The secret language of identical twins, also called idioglossia.
Mary Toft was an English woman from Godalming, Surrey, who in 1726 became the subject of considerable controversy when she tricked doctors into believing that she had given birth to rabbits. According to contemporary reports, “[Male midwife John Howard] delivered “three legs of a Cat of a Tabby Colour, and one leg of a Rabbet: the guts were as a Cat’s and in them were three pieces of the Back-Bone of an Eel … The cat’s feet supposed were formed in her imagination from a cat she was fond of that slept on the bed at night.” Later Toft seemingly became ill again, and during the next few days delivered more pieces of rabbit.” Her deception was eventually uncovered and both she and the medical profession were ridiculed.
In 17th Century England, a woman had, on average 13 children.
Waffle House Index is the U.S. government’s alternative measure of disaster impact.
In 1830 the average American over 15 years old drank 88 bottles of whiskey per year… one bottle every 4.2 days.
In English gambling dens in the 18th century, there was a person who was hired solely to swallow the dice in the event of a police raid.
Bagpipes were invented in Iran and then brought to Scotland by the Romans.
Jennifer 8. Lee is a New York Times reporter whose middle name is the number eight.

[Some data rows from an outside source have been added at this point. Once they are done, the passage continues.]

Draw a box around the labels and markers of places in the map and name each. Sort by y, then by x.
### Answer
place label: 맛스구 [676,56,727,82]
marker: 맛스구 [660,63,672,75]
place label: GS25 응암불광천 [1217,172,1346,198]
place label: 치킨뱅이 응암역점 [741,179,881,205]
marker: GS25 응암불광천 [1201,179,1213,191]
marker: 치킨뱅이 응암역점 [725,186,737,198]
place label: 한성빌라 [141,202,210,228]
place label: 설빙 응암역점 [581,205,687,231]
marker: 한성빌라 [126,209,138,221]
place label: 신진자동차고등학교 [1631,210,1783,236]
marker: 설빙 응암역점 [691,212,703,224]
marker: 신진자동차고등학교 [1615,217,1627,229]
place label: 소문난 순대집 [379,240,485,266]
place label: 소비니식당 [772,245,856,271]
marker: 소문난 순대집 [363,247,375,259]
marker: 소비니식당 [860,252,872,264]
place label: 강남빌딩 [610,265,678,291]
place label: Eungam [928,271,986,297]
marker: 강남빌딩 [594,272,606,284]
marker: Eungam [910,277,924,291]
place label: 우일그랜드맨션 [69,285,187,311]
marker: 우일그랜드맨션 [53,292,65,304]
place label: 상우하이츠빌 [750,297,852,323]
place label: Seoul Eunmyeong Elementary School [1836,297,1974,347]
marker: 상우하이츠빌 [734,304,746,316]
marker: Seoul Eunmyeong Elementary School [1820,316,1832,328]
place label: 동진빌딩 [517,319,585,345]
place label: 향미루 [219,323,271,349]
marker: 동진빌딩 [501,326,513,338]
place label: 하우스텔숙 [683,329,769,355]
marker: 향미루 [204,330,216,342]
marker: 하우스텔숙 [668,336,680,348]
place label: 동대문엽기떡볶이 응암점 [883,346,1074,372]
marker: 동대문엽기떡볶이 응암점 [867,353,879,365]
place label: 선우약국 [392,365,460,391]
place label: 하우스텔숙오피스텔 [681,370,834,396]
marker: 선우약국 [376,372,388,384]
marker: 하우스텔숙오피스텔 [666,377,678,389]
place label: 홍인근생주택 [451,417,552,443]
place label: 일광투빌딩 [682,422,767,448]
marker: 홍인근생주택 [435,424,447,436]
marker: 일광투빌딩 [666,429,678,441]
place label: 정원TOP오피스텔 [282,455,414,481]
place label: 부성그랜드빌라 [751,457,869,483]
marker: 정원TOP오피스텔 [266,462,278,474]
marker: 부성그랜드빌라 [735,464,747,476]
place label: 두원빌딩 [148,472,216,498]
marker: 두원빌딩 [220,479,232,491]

Believe it or not, it is possible to accidentally plagiarize something. Cryptomnesia is a memory bias in which a person believes they have conceived of a new idea when in fact they are simply remembering someone else’s idea. Sometimes this even finds its way into literature: “Friedrich Nietzsche’s book Thus Spoke Zarathustra includes an almost word for word account of an incident also included in a book published about 1835, half a century before Nietzsche wrote. This is neither considered to be purposeful plagiarism nor pure coincidence. Nietzsche’s sister confirmed that he had indeed read the original account when he was 11 years old.”
When you are alive, your brain is pink. When you die, it turns grey. While we describe the brain as “gray matter” and “white matter”, this is not a true description of its color.